Zusammenfassung der Entscheidung:

a) Wer will was von wem woraus?

  • Kläger: Ein Wettbewerber (oder Verbraucherschutzverein) fordert von einem Online-Händler (Beklagter) Unterlassung und Erstattung von Abmahnkosten.
  • Grund 1: Verwendung einer unrichtigen Widerrufsbelehrung (Frist beginnt mit Erhalt der Lieferung statt mit Erhalt der Belehrung, § 355 BGB a.F.).
  • Grund 2: Allegierter Verstoß gegen Impressumspflichten (§ 5 TMG) wegen fehlender Angabe der Komplementär-GmbH und deren Geschäftsführer im Impressum der GmbH & Co. KG.
  • Streitwert: Ursprünglich 10.000 € in der Abmahnung, später auf 7.500 € im Klageverfahren reduziert.

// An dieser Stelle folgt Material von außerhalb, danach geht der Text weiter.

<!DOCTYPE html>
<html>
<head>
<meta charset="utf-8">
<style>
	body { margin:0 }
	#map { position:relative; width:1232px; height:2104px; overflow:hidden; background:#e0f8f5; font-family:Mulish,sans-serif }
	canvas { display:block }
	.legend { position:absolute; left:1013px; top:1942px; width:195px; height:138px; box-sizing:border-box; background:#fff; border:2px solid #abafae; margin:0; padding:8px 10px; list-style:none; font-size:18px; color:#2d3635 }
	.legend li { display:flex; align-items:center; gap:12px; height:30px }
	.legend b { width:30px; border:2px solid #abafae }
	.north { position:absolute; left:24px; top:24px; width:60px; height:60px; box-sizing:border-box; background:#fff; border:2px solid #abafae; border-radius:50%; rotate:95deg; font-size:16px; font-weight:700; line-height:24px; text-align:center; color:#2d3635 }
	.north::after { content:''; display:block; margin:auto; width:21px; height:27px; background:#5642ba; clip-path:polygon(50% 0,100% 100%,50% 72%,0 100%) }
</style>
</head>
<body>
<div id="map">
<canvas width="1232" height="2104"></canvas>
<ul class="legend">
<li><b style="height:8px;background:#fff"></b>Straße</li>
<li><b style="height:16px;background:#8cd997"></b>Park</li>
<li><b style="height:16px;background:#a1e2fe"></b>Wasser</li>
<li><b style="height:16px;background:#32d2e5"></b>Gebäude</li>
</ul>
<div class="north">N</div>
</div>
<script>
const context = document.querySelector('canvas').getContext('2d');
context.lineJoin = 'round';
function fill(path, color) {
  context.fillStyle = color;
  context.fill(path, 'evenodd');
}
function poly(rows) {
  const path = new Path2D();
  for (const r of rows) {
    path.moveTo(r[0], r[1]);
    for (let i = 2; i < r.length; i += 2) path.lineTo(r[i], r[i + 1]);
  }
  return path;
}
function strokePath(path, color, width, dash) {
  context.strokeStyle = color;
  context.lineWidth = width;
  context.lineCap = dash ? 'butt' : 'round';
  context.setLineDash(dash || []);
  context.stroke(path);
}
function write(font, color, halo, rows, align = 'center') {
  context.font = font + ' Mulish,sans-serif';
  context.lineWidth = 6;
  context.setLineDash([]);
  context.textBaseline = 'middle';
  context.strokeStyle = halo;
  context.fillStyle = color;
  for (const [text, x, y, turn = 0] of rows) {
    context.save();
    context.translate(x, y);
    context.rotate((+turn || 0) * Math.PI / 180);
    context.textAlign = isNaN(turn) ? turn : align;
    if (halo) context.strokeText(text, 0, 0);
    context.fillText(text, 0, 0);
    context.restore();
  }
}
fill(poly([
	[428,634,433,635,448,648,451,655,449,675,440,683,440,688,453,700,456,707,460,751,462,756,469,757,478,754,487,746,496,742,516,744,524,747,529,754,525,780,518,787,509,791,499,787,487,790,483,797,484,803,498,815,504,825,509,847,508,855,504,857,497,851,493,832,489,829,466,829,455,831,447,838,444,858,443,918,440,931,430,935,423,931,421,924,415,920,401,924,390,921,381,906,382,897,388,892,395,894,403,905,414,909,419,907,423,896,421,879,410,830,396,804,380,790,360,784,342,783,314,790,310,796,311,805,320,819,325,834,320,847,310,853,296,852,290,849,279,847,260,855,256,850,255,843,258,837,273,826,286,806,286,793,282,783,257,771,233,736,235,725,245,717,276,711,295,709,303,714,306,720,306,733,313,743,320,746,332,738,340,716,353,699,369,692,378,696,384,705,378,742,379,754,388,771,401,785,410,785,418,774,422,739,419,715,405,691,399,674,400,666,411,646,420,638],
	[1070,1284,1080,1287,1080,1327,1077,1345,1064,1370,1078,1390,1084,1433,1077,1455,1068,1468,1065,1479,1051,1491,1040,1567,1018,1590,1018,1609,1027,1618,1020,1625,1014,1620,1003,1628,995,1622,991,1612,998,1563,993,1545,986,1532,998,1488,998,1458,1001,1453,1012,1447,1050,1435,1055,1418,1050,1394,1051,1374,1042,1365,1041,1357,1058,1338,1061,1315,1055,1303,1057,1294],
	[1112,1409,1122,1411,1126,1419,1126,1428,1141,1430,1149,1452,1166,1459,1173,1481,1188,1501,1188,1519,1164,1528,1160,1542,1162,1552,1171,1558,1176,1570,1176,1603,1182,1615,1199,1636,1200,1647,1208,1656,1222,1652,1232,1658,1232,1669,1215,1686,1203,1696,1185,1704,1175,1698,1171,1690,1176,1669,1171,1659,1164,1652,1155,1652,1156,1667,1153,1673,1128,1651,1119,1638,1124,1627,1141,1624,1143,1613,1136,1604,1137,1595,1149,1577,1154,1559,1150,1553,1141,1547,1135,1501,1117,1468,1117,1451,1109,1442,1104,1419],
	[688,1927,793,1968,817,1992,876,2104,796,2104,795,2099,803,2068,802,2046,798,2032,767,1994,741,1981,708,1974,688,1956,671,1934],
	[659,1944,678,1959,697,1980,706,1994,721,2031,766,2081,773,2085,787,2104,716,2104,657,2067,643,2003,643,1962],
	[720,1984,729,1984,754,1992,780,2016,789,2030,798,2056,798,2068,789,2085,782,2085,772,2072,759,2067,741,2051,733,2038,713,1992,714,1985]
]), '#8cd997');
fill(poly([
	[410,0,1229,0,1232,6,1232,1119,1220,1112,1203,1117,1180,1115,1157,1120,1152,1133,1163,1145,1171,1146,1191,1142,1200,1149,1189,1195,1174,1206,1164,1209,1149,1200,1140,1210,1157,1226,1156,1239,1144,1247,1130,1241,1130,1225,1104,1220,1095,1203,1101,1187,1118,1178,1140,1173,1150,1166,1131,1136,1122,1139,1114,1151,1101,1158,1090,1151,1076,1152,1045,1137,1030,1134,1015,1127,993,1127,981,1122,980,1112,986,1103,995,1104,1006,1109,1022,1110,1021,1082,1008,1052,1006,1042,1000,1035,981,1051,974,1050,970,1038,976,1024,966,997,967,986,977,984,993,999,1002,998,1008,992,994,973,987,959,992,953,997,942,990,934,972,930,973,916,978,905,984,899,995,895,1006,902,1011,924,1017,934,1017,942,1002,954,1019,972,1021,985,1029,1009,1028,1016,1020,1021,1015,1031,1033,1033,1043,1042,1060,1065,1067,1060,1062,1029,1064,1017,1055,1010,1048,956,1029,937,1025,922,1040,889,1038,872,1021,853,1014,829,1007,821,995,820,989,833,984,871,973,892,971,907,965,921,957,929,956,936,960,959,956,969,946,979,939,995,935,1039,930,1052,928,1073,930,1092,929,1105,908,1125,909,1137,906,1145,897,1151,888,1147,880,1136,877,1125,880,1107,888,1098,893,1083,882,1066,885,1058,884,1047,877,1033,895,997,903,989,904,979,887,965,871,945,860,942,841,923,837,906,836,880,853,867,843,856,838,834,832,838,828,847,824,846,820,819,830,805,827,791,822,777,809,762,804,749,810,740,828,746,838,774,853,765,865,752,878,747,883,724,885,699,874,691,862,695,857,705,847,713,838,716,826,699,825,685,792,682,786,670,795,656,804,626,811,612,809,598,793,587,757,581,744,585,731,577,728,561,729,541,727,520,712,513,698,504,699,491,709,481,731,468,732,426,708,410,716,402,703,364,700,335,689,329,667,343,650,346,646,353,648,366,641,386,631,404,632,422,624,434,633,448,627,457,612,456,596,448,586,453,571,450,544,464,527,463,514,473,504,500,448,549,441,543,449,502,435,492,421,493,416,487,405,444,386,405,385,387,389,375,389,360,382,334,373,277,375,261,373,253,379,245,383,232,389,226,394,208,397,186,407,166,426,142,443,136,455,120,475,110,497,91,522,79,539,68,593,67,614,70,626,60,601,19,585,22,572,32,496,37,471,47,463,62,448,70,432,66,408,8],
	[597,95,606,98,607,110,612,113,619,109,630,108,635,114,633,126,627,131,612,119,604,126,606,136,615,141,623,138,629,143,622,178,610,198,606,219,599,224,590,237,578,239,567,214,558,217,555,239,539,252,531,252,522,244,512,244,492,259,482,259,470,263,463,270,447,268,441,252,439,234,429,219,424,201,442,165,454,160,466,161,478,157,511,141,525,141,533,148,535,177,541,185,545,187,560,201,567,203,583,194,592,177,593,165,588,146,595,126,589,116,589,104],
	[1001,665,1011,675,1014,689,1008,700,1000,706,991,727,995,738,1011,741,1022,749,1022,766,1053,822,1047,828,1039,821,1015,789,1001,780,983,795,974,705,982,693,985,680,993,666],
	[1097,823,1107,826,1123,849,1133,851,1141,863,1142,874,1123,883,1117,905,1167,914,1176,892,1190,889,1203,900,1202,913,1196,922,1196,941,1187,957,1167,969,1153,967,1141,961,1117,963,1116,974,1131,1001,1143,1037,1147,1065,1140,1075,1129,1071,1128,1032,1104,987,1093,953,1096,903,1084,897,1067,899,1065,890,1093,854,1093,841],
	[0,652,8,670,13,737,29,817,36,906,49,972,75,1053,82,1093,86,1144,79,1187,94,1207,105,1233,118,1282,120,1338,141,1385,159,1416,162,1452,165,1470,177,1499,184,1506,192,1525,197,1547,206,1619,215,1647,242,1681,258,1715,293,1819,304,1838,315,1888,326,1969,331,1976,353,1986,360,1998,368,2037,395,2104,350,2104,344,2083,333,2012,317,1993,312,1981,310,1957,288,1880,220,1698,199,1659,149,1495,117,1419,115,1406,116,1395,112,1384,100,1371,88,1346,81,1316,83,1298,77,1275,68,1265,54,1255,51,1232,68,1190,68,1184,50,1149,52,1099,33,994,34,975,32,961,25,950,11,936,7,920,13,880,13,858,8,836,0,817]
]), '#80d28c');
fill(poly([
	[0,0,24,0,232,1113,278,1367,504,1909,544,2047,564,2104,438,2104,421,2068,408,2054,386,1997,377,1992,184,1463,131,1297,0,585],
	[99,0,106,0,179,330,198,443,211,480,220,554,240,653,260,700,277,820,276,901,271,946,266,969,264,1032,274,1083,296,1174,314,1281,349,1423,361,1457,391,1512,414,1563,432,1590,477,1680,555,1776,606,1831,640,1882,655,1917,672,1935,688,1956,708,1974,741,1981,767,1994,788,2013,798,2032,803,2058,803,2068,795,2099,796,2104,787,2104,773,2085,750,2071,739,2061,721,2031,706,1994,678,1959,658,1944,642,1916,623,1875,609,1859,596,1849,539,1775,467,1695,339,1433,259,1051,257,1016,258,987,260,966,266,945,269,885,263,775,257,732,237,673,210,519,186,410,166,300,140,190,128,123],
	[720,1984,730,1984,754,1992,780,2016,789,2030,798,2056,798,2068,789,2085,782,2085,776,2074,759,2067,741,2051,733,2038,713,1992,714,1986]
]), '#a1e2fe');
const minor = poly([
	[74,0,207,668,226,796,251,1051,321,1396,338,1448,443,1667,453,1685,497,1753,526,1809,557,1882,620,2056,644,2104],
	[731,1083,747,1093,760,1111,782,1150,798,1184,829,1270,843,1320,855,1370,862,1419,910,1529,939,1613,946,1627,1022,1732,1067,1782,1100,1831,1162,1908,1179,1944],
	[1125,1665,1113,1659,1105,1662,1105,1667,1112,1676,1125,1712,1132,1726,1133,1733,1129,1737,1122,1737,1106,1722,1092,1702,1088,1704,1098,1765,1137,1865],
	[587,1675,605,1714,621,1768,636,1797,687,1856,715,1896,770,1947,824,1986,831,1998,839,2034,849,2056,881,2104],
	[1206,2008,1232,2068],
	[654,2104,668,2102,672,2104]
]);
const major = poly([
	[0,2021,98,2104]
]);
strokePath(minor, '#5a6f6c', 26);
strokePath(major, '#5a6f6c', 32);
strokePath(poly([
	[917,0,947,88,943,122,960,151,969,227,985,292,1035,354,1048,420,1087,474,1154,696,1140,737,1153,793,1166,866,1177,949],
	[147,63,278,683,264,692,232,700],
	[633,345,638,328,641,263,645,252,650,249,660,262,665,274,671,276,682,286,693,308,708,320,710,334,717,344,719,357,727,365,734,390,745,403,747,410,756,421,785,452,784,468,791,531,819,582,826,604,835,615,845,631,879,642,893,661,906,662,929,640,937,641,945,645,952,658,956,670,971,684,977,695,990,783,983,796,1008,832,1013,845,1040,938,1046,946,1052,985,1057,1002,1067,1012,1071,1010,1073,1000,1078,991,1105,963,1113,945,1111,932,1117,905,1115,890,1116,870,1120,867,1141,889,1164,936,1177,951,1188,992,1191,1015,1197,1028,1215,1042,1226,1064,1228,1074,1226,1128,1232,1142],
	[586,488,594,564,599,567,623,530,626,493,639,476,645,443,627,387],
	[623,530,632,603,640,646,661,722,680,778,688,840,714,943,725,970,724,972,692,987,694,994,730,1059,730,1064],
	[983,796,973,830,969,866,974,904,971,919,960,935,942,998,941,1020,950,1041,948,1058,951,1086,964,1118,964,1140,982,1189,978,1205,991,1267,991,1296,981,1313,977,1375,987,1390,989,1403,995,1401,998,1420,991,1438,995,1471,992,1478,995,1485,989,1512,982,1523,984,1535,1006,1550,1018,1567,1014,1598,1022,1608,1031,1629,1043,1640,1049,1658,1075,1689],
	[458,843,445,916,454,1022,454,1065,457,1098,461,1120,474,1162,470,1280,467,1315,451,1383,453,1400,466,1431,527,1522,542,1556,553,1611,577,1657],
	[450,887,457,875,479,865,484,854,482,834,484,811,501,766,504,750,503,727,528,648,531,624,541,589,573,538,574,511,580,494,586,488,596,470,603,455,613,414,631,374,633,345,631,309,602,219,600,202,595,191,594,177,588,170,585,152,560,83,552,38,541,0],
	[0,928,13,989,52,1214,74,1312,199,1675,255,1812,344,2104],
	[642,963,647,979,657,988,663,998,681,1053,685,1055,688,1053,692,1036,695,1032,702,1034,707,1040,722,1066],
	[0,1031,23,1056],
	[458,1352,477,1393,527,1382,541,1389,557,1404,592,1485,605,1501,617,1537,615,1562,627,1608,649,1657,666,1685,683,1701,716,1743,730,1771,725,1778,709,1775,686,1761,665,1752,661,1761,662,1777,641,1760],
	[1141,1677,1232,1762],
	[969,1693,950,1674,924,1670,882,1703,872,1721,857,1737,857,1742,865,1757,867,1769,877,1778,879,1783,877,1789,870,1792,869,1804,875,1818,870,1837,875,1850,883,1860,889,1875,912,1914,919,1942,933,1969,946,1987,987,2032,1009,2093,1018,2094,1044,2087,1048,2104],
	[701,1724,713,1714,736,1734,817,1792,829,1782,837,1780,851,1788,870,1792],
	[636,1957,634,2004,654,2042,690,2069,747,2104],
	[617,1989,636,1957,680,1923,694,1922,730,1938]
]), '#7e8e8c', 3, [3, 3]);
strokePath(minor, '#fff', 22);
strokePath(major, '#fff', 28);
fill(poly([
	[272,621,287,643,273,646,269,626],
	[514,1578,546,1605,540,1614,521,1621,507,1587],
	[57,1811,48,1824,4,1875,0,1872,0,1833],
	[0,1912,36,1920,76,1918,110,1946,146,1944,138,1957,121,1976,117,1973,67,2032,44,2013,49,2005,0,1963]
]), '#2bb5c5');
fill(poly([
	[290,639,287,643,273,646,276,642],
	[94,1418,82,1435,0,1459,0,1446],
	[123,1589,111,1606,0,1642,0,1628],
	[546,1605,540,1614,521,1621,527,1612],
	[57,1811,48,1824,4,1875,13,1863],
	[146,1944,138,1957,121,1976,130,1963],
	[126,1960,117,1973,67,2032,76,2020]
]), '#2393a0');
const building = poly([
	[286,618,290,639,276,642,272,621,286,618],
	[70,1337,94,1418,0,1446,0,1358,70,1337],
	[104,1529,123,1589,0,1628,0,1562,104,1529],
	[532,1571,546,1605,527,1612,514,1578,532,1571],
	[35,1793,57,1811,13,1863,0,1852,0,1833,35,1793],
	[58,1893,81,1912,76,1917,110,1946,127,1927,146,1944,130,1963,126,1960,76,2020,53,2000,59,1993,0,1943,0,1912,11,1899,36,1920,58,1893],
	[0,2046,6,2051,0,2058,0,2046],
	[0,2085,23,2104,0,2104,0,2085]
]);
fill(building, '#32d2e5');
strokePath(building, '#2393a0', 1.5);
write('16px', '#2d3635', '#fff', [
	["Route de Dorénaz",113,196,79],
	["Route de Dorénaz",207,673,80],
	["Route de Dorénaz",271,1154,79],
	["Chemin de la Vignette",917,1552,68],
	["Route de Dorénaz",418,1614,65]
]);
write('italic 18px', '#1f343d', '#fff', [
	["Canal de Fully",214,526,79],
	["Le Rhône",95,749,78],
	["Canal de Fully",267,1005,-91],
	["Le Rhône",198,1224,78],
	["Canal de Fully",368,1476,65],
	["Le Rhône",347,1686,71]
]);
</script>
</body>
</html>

b) Was hat das Gericht entschieden?

  1. Widerrufsbelehrung: Die Abmahnung wegen der fehlerhaften Belehrung ist berechtigt, da sie nicht den gesetzlichen Anforderungen entspricht.
  2. Streitwertsenkung: Die Reduzierung des Streitwerts von 10.000 € auf 7.500 € stellt keinen Rechtsmissbrauch dar. Selbst eine zunächst überzogene Streitwertangabe rechtfertigt nicht den Vorwurf des Missbrauchs, da sich der Beklagte hiergegen prozessual wehren kann.
  3. Impressumspflicht: Das Fehlen eines expliziten Hinweises auf die Komplementär-GmbH und deren Geschäftsführer im Impressum der GmbH & Co. KG verstößt nicht gegen § 5 TMG. Die Angabe des vertretungsberechtigten Geschäftsführers der Komplementär-GmbH (auch ohne deren Nennung) genügt dem Normzweck.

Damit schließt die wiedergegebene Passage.